Recorded information ::

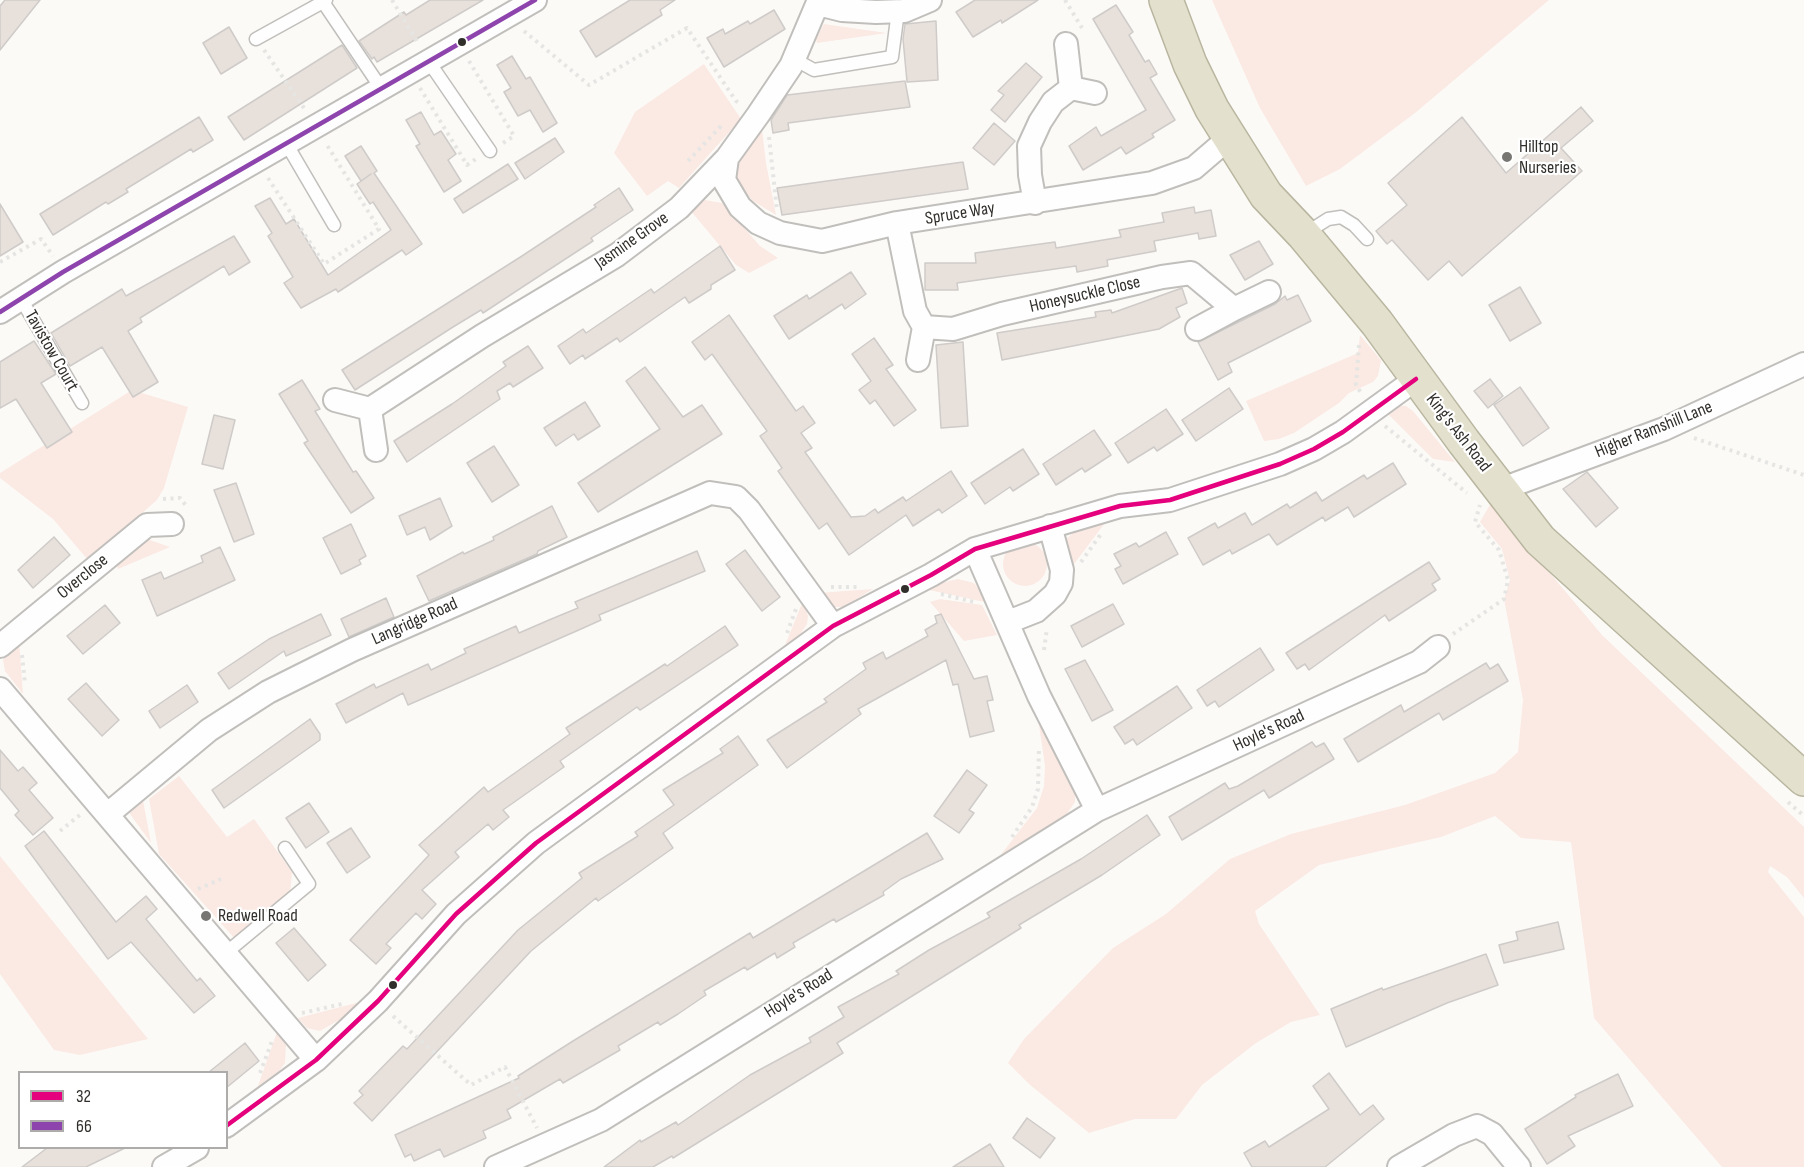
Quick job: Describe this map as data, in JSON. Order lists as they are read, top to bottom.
{
  "streets": {
    "highway": ["King's Ash Road"],
    "street": [
      "Spruce Way",
      "Jasmine Grove",
      "Honeysuckle Close",
      "Higher Ramshill Lane",
      "Overclose",
      "Langridge Road",
      "Hoyle's Road"
    ],
    "lane": ["Tavistow Court"]
  },
  "crossings": [
    ["Spruce Way", "Jasmine Grove"],
    ["Spruce Way", "King's Ash Road"],
    ["Higher Ramshill Lane", "King's Ash Road"]
  ],
  "places": ["Hilltop Nurseries", "Redwell Road"],
  "lines": ["transit line 66", "transit line 32"],
  "legend": ["32", "66"]
}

The problem :: Without altering anything, output all the lines above but none of the images.

The completed task ::
Quick job: Describe this map as data, in JSON. Order lists as they are read, top to bottom.
{
  "streets": {
    "highway": ["King's Ash Road"],
    "street": [
      "Spruce Way",
      "Jasmine Grove",
      "Honeysuckle Close",
      "Higher Ramshill Lane",
      "Overclose",
      "Langridge Road",
      "Hoyle's Road"
    ],
    "lane": ["Tavistow Court"]
  },
  "crossings": [
    ["Spruce Way", "Jasmine Grove"],
    ["Spruce Way", "King's Ash Road"],
    ["Higher Ramshill Lane", "King's Ash Road"]
  ],
  "places": ["Hilltop Nurseries", "Redwell Road"],
  "lines": ["transit line 66", "transit line 32"],
  "legend": ["32", "66"]
}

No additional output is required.